DNA Extraction and Sequencing

Protocol: Isolation of Genomic DNA from Tissues （QIAamp DNA Micro）
This protocol is for isolation of genomic DNA from less than 10 mg tissue.
Important points before starting
■ Perform all centrifugation steps at room temperature (15–25°C)
■ If isolating DNA from very small amounts of tissue, carrier RNA is required.
■ Prepare tissue samples on a cold surface (e.g., a glass, steel, or aluminum plate
placed on top of a block of dry ice).
■ If using frozen tissue, ensure that the sample does not thaw out before addition of
Buffer ATL in step 2.

Things to do before starting
■ Equilibrate Buffer AE or distilled water for elution to room temperature (15–25°C).
■ Set a thermomixer or heated orbital incubator to 56°C for use in step 4. If a
thermomixer or heated orbital incubator is not available, a heating block or water
bath can be used instead.
■ If Buffer AL or Buffer ATL contains precipitates, dissolve by heating to 70°C with
gentle agitation.
■ Ensure that Buffers AW1 and AW2 have been prepared according to the
instructions.

Procedure
1. Transfer a tissue sample of less than 10 mg in weight to a 1.5 ml microcentrifuge
tube (not provided).
2. Immediately add 180 μl Buffer ATL, and equilibrate to room temperature
(15–25°C).
3. Add 20 μl proteinase K and mix by pulse-vortexing for 15 s.
4. Place the 1.5 ml tube in a thermomixer or heated orbital incubator, and incubate
at 56°C overnight until the sample is completely lysed.
For small amounts of tissue, lysis is complete in 4–6 h, but best results are achieved
after overnight lysis.

5. Add 200 μl Buffer AL, close the lid, and mix by pulse-vortexing for 15 s.
To ensure efficient lysis, it is essential that the sample and Buffer AL are
thoroughly mixed to yield a homogenous solution.
Note: If carrier RNA is required (see page 13), add 1 μg dissolved carrier RNA
to 200 μl Buffer AL. Note that carrier RNA does not dissolve in Buffer AL. It must
first be dissolved in Buffer AE and then added to Buffer AL.
6. Add 200 μl ethanol (96–100%), close the lid, and mix thoroughly by
pulse-vortexing for 15 s. Incubate for 5 min at room temperature (15–25°C).
Note: If room temperature exceeds 25°C, cool the ethanol on ice before adding
to the tube.
7. Briefly centrifuge the 1.5 ml tube to remove drops from inside the lid.

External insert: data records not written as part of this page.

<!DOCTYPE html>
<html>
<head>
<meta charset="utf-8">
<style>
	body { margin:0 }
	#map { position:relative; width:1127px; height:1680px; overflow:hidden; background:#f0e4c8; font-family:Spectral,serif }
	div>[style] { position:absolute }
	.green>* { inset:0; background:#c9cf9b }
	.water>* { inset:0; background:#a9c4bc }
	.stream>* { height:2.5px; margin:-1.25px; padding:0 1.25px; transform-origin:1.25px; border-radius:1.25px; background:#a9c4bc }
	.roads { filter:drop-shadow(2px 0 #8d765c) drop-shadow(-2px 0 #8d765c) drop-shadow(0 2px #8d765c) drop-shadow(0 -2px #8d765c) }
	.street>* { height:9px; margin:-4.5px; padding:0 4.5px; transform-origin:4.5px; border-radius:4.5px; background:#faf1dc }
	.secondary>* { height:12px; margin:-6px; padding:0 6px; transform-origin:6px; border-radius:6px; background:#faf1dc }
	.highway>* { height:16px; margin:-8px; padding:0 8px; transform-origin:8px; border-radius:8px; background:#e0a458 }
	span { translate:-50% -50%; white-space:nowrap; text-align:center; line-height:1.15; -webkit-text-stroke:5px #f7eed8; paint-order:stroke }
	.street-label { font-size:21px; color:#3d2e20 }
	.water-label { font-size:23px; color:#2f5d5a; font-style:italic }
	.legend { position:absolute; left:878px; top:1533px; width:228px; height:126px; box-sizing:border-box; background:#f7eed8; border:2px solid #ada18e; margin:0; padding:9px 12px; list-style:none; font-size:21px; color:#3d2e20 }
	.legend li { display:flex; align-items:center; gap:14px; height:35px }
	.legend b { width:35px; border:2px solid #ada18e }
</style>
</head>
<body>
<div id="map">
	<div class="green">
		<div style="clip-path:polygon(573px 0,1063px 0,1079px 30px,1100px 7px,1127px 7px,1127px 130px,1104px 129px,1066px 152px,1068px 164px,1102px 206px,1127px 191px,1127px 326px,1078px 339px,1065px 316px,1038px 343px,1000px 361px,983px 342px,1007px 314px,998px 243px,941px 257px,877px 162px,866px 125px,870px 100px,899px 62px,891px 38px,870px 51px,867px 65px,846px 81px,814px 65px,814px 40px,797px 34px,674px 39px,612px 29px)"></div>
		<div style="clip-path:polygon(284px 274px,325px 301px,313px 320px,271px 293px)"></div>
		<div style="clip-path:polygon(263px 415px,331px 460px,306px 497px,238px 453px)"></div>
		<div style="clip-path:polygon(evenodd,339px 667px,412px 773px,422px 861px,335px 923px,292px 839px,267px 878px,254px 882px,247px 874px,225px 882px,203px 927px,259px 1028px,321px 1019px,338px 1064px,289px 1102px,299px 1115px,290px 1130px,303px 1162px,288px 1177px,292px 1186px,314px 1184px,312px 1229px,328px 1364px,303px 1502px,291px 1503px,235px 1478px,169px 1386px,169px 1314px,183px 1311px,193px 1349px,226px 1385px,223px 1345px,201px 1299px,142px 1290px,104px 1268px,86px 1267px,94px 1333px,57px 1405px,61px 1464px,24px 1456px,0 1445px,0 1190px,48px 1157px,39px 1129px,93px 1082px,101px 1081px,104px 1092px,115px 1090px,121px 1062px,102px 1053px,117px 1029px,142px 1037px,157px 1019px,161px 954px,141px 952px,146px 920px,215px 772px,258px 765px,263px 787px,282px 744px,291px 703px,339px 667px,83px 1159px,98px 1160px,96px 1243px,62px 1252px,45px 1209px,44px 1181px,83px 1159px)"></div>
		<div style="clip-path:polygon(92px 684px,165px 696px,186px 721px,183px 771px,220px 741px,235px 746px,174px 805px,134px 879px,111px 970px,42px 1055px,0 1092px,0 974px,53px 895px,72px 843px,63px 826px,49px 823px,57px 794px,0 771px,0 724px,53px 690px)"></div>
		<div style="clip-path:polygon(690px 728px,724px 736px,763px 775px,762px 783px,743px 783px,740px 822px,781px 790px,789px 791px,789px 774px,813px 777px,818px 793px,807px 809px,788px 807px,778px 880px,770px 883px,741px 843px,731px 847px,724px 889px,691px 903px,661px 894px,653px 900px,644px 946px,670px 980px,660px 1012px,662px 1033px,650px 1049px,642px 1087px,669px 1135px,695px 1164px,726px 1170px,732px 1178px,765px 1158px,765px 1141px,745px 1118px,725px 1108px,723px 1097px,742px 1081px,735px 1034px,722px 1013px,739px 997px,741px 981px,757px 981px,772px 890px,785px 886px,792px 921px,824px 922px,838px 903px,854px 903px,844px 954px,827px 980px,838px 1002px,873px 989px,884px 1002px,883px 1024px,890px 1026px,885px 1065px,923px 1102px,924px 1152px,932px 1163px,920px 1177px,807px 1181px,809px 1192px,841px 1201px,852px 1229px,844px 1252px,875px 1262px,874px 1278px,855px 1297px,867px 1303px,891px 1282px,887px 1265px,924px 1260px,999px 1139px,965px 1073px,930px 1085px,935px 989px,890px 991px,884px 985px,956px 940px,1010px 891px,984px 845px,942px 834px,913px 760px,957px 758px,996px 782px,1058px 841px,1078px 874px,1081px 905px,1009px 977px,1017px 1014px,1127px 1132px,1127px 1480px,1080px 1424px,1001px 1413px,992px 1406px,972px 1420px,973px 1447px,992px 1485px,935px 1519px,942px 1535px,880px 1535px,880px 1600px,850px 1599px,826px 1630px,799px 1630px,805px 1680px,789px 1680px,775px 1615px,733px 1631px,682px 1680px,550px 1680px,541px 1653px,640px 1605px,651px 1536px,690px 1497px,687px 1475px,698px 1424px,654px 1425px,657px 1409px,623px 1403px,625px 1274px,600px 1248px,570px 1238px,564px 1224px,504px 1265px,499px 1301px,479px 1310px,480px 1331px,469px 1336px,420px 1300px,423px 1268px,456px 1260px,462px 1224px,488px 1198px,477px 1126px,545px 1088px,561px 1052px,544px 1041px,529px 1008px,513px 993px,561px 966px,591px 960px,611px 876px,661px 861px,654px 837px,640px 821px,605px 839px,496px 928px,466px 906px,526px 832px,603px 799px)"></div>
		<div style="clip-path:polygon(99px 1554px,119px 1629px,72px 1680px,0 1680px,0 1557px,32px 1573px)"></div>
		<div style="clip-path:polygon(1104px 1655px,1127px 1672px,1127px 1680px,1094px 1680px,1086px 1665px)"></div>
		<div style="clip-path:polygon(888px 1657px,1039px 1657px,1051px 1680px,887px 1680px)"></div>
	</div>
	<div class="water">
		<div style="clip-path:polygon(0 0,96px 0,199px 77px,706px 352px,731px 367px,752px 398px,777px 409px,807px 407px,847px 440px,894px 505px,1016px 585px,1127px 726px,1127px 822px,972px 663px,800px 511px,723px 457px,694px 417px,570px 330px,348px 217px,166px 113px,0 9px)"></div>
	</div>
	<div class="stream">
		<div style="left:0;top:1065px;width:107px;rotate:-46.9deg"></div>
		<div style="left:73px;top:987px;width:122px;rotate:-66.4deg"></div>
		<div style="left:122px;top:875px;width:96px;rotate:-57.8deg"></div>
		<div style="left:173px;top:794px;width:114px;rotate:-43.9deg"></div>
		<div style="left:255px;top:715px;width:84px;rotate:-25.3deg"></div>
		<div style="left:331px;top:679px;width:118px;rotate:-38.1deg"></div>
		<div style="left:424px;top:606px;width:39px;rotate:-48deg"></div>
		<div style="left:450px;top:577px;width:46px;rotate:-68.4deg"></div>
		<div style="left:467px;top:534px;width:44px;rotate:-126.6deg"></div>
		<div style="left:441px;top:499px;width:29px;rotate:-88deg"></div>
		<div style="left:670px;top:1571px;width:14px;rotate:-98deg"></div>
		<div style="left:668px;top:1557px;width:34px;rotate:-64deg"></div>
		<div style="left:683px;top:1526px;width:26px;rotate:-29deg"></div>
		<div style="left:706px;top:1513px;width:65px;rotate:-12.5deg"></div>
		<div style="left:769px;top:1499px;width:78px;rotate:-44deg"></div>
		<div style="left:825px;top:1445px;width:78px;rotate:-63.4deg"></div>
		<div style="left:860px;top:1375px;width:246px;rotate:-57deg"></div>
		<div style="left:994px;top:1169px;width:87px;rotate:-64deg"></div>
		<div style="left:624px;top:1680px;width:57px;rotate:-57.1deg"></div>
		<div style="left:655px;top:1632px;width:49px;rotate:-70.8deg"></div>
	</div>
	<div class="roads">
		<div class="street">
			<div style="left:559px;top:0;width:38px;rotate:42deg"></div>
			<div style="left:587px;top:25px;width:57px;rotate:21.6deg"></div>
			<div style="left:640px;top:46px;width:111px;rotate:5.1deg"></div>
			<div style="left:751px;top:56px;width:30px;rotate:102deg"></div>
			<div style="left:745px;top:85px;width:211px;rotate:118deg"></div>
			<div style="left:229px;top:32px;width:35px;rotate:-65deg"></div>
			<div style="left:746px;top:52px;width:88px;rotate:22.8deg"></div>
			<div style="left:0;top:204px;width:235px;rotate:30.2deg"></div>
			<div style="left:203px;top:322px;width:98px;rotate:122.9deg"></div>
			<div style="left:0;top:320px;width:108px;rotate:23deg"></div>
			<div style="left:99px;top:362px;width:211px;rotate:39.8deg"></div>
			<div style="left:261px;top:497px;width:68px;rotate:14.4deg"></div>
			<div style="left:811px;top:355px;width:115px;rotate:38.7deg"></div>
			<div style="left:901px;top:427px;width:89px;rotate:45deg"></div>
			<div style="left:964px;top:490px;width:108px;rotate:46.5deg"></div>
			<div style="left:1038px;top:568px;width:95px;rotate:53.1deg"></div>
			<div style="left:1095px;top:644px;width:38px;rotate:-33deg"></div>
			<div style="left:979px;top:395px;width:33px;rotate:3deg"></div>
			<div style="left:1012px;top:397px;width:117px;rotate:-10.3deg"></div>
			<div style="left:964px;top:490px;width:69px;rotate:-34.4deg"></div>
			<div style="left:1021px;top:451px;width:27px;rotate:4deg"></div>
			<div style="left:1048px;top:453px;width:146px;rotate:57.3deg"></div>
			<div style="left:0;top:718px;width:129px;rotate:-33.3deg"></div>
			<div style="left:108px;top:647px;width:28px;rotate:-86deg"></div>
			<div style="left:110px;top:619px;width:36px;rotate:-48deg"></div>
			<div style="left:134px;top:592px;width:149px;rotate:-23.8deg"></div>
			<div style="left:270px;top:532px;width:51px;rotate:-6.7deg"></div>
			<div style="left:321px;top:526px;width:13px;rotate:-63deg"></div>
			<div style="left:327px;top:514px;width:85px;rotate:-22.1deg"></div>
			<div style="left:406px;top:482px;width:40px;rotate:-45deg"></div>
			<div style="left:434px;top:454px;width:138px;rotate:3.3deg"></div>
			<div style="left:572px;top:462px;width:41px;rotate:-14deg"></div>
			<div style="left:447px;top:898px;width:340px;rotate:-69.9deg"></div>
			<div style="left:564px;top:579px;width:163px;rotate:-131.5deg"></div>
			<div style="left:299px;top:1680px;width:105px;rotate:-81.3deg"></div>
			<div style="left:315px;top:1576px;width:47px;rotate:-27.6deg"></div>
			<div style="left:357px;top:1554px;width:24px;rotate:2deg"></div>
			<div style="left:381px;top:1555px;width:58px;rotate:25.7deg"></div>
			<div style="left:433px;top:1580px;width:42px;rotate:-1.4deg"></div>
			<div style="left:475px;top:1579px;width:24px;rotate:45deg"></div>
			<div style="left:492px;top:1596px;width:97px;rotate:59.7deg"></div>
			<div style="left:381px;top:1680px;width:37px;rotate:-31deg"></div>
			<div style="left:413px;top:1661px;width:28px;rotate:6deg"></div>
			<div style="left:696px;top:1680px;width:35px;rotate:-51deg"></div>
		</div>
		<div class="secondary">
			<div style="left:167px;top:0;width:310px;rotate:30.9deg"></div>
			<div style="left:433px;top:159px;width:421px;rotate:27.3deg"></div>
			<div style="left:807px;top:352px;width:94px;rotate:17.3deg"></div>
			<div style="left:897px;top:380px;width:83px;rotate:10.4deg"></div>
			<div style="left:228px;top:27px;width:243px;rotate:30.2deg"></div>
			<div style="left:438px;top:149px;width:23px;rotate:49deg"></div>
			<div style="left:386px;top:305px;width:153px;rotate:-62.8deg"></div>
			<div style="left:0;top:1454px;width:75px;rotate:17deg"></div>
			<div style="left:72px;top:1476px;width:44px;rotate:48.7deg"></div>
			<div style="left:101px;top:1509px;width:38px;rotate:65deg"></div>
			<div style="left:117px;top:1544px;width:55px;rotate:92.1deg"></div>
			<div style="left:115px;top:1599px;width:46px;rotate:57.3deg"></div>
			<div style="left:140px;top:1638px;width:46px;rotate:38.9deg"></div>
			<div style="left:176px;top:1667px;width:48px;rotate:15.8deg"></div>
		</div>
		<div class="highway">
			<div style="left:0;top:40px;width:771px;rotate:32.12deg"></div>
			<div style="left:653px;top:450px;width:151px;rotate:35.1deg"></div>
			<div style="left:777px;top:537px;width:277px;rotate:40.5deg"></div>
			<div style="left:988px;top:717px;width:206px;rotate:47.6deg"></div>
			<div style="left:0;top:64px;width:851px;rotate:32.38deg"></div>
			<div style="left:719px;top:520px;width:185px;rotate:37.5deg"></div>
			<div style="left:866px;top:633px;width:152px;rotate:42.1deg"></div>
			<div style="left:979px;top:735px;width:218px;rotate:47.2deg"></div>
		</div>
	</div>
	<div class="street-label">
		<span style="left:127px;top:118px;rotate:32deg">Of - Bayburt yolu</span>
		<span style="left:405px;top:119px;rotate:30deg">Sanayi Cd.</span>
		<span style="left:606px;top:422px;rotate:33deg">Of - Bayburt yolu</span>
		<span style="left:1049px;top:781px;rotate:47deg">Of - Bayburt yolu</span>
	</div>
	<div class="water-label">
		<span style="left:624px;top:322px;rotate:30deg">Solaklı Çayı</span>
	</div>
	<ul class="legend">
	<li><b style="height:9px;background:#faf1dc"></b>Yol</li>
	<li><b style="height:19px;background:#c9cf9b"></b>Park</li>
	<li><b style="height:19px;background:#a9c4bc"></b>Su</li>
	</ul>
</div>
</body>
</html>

8. Carefully transfer the entire lysate from step 7 to the QIAamp MinElute column
(in a 2 ml collection tube) without wetting the rim. Close the lid, and centrifuge at
6000 x g (8000 rpm) for 1 min. Place the QIAamp MinElute column in a clean
2 ml collection tube, and discard the collection tube containing the flow-through.
If the lysate has not completely passed through the membrane after centrifugation,
centrifuge again at a higher speed until the QIAamp MinElute column is empty.
9. Carefully open the QIAamp MinElute column and add 500 μl Buffer AW1 without
wetting the rim. Close the lid, and centrifuge at 6000 x g (8000 rpm) for 1 min.
Place the QIAamp MinElute column in a clean 2 ml collection tube, and discard the
collection tube containing the flow-through.
10. Carefully open the QIAamp MinElute column and add 500 μl Buffer AW2 without
wetting the rim. Close the lid, and centrifuge at 6000 x g (8000 rpm) for 1 min.
Place the QIAamp MinElute column in a clean 2 ml collection tube, and discard the
collection tube containing the flow-through.

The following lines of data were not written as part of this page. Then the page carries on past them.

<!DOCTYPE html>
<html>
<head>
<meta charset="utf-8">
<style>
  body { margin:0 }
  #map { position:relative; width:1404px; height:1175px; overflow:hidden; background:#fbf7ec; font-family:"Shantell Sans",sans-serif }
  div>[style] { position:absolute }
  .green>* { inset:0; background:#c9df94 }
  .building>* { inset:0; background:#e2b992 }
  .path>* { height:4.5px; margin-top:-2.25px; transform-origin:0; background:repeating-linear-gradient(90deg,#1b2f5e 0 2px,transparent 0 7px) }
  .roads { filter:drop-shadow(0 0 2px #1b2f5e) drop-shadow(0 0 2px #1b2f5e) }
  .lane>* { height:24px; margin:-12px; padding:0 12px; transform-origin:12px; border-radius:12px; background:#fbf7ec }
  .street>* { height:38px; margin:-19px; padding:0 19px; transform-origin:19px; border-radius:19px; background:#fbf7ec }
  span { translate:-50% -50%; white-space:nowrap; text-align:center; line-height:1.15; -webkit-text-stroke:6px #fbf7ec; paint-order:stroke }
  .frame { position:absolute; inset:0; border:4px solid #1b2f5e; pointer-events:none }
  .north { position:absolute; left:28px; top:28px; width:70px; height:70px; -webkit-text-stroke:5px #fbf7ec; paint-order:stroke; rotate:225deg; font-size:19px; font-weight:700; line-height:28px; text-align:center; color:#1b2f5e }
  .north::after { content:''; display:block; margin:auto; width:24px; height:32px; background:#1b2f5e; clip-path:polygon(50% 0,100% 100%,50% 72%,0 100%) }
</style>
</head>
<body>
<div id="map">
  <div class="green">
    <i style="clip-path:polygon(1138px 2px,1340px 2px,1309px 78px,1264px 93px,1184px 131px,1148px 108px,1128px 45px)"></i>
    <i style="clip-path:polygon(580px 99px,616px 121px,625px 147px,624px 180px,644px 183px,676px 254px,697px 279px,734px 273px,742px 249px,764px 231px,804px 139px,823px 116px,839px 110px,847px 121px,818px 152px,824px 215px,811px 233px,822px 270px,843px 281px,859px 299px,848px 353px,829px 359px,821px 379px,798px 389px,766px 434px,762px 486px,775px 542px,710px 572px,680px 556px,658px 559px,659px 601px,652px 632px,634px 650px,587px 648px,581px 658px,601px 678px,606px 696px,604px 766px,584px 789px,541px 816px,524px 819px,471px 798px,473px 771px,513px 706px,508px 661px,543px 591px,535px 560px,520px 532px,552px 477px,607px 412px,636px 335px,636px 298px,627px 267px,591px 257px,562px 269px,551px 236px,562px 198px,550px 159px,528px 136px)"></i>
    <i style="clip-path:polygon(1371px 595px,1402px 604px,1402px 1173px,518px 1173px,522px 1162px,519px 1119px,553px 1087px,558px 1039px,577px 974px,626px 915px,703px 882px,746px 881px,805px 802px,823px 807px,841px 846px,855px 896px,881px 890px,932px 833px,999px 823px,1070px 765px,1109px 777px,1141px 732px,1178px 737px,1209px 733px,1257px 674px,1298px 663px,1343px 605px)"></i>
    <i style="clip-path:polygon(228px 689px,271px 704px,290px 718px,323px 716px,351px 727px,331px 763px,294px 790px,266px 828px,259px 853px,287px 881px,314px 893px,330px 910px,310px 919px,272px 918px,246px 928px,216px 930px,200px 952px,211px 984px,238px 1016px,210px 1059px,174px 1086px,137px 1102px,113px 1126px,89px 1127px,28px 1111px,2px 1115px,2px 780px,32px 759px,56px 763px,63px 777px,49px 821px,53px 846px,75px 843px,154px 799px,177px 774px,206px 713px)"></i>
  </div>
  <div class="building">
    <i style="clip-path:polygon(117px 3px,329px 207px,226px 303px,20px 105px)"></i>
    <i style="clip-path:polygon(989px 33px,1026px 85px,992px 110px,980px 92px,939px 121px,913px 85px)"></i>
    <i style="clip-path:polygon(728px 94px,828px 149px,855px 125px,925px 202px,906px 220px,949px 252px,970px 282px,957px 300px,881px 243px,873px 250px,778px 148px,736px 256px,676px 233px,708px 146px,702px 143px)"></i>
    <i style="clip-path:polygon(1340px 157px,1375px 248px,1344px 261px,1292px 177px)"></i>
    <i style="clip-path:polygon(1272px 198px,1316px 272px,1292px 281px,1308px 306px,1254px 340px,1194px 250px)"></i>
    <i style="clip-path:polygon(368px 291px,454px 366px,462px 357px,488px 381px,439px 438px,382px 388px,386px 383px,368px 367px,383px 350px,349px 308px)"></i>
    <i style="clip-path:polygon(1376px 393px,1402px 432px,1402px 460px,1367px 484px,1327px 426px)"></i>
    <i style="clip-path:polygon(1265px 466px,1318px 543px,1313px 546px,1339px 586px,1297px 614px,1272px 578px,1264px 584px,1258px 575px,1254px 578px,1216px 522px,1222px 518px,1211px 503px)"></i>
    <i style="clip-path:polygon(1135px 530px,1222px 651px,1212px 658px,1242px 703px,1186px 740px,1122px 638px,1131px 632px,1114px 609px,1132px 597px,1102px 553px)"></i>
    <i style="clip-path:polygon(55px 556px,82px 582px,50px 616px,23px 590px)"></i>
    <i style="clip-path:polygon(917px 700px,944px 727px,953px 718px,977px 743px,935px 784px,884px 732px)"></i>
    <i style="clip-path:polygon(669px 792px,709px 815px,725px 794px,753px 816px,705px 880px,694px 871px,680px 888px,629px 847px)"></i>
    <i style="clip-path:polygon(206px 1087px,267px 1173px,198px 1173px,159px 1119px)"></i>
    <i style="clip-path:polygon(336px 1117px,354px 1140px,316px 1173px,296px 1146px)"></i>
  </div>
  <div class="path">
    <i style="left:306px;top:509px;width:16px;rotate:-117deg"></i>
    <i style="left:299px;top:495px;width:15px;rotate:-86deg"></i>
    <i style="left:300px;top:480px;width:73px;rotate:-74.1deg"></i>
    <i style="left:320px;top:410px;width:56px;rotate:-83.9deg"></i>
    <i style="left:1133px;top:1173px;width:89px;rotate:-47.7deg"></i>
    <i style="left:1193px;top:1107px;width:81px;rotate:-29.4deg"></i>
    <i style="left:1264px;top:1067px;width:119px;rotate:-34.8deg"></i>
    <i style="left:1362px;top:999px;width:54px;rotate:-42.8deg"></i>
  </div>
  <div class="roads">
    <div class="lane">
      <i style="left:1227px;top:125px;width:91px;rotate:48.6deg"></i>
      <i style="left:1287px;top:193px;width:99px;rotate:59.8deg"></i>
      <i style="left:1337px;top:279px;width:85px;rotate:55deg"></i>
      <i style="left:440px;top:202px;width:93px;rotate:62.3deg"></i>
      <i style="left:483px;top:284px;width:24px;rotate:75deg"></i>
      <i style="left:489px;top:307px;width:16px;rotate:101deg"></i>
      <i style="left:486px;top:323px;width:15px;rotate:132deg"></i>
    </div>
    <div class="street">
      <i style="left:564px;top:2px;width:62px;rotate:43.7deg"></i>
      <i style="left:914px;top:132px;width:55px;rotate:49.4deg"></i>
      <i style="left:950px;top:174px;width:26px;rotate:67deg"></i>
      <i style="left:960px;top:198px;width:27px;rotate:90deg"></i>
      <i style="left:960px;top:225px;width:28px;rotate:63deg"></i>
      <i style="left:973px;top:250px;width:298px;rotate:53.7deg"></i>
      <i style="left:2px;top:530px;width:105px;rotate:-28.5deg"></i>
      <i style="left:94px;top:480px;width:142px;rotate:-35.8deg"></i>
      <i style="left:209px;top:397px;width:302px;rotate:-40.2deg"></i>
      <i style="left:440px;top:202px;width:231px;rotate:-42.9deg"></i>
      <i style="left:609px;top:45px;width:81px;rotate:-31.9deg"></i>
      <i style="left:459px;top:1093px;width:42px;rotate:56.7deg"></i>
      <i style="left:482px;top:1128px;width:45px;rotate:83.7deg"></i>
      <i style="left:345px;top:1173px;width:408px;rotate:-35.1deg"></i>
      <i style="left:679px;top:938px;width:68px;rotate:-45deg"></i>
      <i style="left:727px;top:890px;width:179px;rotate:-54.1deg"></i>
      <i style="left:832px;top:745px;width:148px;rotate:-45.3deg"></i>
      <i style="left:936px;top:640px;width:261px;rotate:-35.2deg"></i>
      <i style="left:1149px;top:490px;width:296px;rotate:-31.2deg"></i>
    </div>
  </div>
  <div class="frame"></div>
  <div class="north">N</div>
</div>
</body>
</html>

11. Centrifuge at full speed (20,000 x g; 14,000 rpm) for 3 min to dry the membrane
completely.

12. Place the QIAamp MinElute column in a clean 1.5 ml microcentrifuge tube (not
provided) and discard the collection tube containing the flow-through. Carefully
open the lid of the QIAamp MinElute column and apply 20–100 μl Buffer AE or
distilled water to the center of the membrane.

13. Close the lid and incubate at room temperature (15–25°C) for 1 min. Centrifuge at
full speed (20,000 x g; 14,000 rpm) for 1 min.

Incubating the QIAamp MinElute column loaded with Buffer AE or water for 5 min
at room temperature before centrifugation generally increases DNA yield.